Stream-to-Feature Pipelines

Four Components, Not One

A recommendation team had a clear goal: build a feature called "items the user clicked in the last 30 minutes." The raw material existed. Every user click produced a Kafka event. The data was there, flowing at 50,000 events per second.

But the path from Kafka event to a queryable, low-latency feature required four components that the team hadn't fully accounted for. First, a stateful stream processor to maintain user-level state across the event stream - you can't compute a 30-minute window from a stateless function because the window spans many individual events. Second, a sliding window aggregation over event time - not processing time, because events arrive out of order and you need the window boundaries to reflect when clicks actually happened. Third, a write to Redis so the model server can retrieve the feature within its 15ms latency budget. Fourth, a schema registration in the feature store registry so the training pipeline knows the feature exists and can include it in training datasets.

Miss any one of these components and you have a broken pipeline: compute the wrong window (processing time instead of event time) and your 30-minute features drift when the pipeline falls behind. Skip the Redis write and the model server can't serve the feature. Skip the registry and the training pipeline generates its features independently and training-serving skew sets in.

This lesson builds all four components from scratch.


Why This Exists

Before stream processing matured, real-time features were built with a problematic pattern: a microservice subscribed to Kafka, maintained state in memory, and served features via REST. This worked until the service restarted and lost all state. Or until the service fell behind and state diverged from the event stream. Or until two services needed the same feature and each built it independently with subtly different logic.

Apache Flink emerged from academic research (stratosphere project, Technische Universität Berlin, ~2011, production release 2014) as a general-purpose stateful stream processor with first-class support for event time, watermarks, and fault-tolerant state. Flink changed the economics of stream-to-feature pipelines: state is durable (RocksDB backend, snapshot to S3), event time is a first-class citizen, and the same job can write to multiple sinks (Redis for online serving, Iceberg for offline training) in a single coordinated transaction.
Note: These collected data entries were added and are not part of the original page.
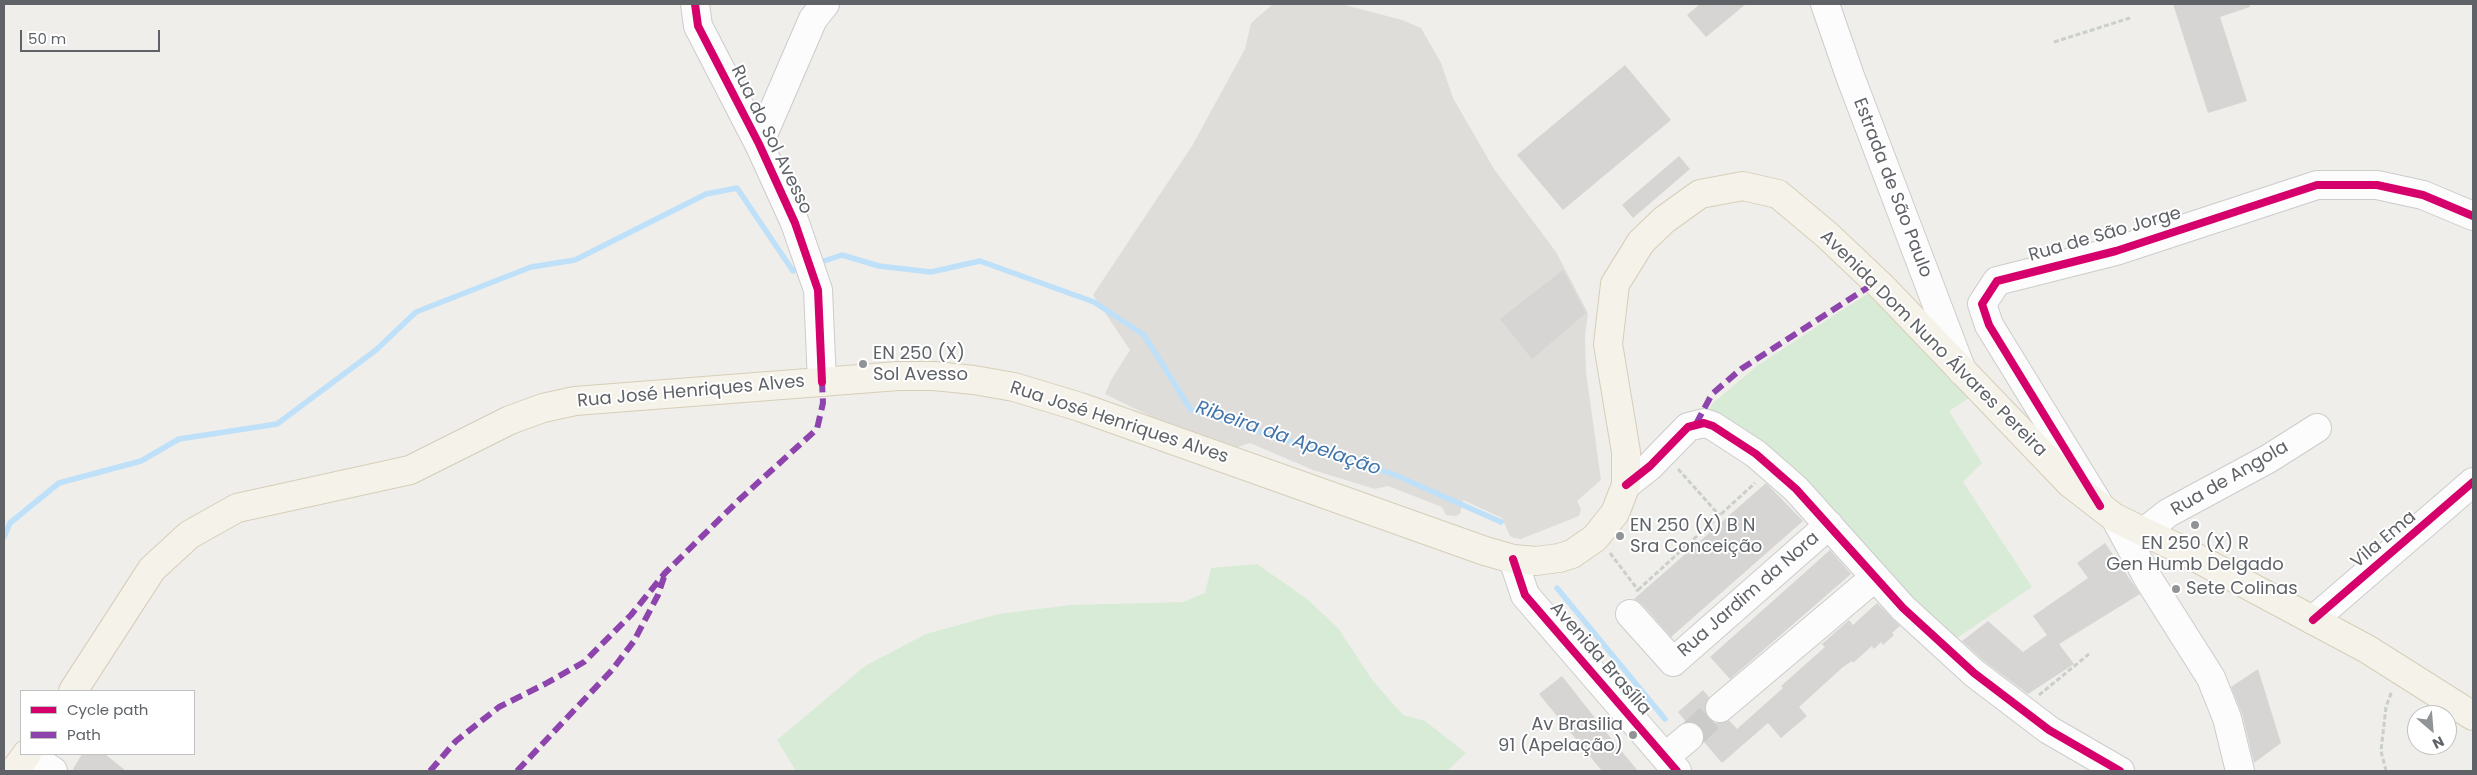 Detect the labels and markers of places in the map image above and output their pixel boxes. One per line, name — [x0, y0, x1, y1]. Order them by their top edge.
place label: EN 250 (X) Sol Avesso — [873, 343, 968, 386]
marker: EN 250 (X) Sol Avesso — [857, 358, 869, 370]
place label: EN 250 (X) B N Sra Conceição — [1630, 515, 1762, 558]
marker: EN 250 (X) R Gen Humb Delgado — [2189, 519, 2201, 531]
marker: EN 250 (X) B N Sra Conceição — [1614, 530, 1626, 542]
place label: EN 250 (X) R Gen Humb Delgado — [2106, 533, 2284, 576]
place label: Sete Colinas — [2186, 578, 2298, 600]
marker: Sete Colinas — [2170, 583, 2182, 595]
place label: Av Brasilia 91 (Apelação) — [1498, 714, 1623, 756]
marker: Av Brasilia 91 (Apelação) — [1627, 729, 1639, 741]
The modern stream-to-feature pipeline runs in Flink. The event source is Kafka. The sinks are the online store (Redis) and the offline store (Iceberg or Delta Lake). The schema registry (Confluent Schema Registry, AWS Glue) tracks event schemas and feature definitions. This is not four separate systems bolted together - it is a single Flink job that reads, transforms, and writes in a coordinated, fault-tolerant manner.


The Stream-to-Feature Pipeline Pattern


Event Time vs. Processing Time

This distinction is the most important concept in stream-to-feature pipelines. Get it wrong and your features are subtly incorrect in ways that are hard to detect.
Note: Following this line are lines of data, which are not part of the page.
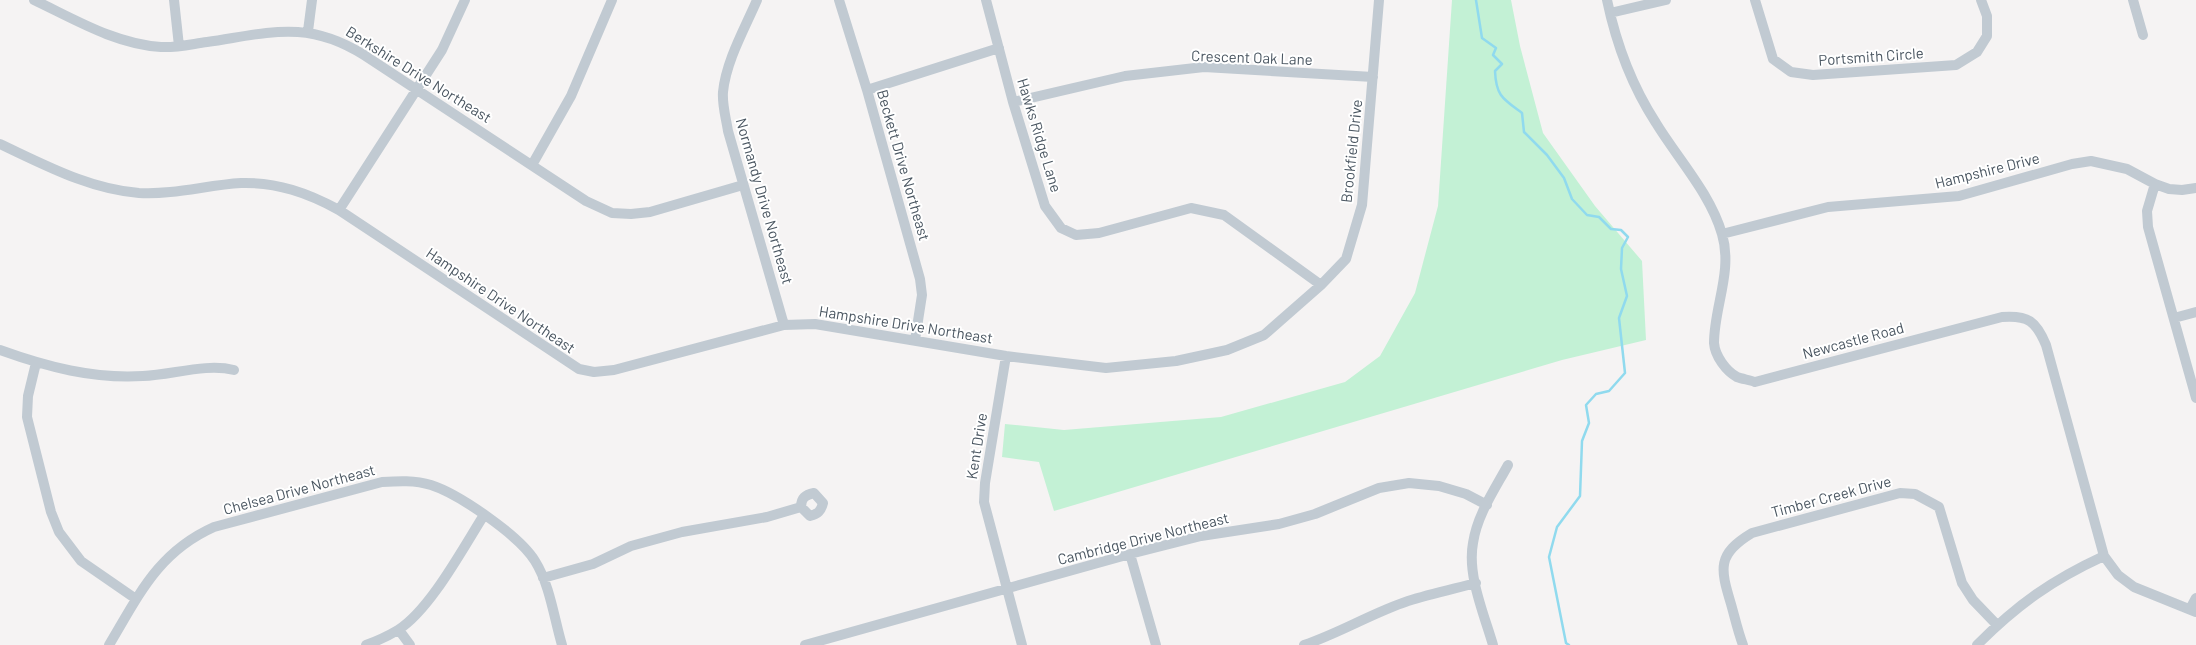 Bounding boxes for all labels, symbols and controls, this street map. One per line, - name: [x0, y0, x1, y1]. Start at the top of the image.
- street label: Berkshire Drive Northeast: [343, 22, 495, 126]
- street label: Portsmith Circle: [1818, 43, 1924, 69]
- street label: Crescent Oak Lane: [1191, 46, 1313, 68]
- street label: Hawks Ridge Lane: [1014, 76, 1066, 194]
- street label: Beckett Drive Northeast: [874, 87, 934, 243]
- street label: Brookfield Drive: [1337, 98, 1365, 204]
- street label: Normandy Drive Northeast: [733, 116, 797, 286]
- street label: Hampshire Drive: [1933, 148, 2041, 192]
- street label: Hampshire Drive Northeast: [423, 243, 579, 357]
- street label: Hampshire Drive Northeast: [818, 301, 994, 347]
- street label: Newcastle Road: [1800, 318, 1906, 362]
- street label: Kent Drive: [962, 412, 990, 480]
- street label: Chelsea Drive Northeast: [221, 460, 377, 518]
- street label: Timber Creek Drive: [1769, 471, 1893, 521]
- street label: Cambridge Drive Northeast: [1056, 508, 1230, 568]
Processing time is when the event arrives at Flink. If Kafka experiences a 5-minute backlog, events generated at 2:00 PM arrive at Flink at 2:05 PM. A processing-time window that fires at 2:05 PM would include events that happened between 2:00 PM and 2:05 PM in the real world, mixed with events from 1:55 PM to 2:00 PM that arrived late.

Event time is when the event actually occurred, recorded in the event payload (e.g., click_timestamp). A 30-minute event-time window includes exactly the events that occurred within that 30-minute real-world window, regardless of when they arrived at Flink.

For feature engineering, event time is almost always correct. The feature items_clicked_30m means "items clicked in the 30 real-world minutes preceding this transaction" - not "items that arrived at Flink in the 30 minutes before this message was processed."

The cost of event time: you must handle late arrivals. Events that were generated at 2:00 PM but arrive at 2:07 PM are 7 minutes late. The watermark mechanism handles this: you configure a maximum allowed latency (e.g., 2 minutes), and Flink delays window evaluation until the watermark (max event time seen minus allowed latency) passes the window boundary. Events that arrive after the watermark are dropped or routed to a side output.


Watermarks and Late Arrivals

The watermark is Flink's estimate of "what is the latest event time for which all earlier events have arrived." It is computed from the stream itself.

A simple watermark strategy: subtract a fixed delay from the maximum event timestamp seen so far.

watermark(t)=max(event_time seen up to t)Δ\text{watermark}(t) = \max(\text{event\_time seen up to } t) - \Delta

where Δ\Delta is the allowed out-of-orderness. A Δ\Delta of 2 minutes means: "I will wait up to 2 minutes for late events. Any event more than 2 minutes late is discarded (or sent to the late data side output)."

The Δ\Delta trade-off:

  • Larger Δ\Delta: more complete windows (fewer late events discarded), but higher latency before a window fires
  • Smaller Δ\Delta: lower latency, but more late events dropped

For user session features (30-minute window), a Δ\Delta of 30 seconds is typically sufficient - click events are generated by browsers and mobile apps and rarely delayed more than a few seconds. For IoT sensor data with unreliable network connectivity, a Δ\Delta of 5–10 minutes may be necessary.


This PyFlink job reads click events from Kafka, computes session features (items clicked in the last 30 minutes per user), and writes to Redis (online) and Iceberg (offline).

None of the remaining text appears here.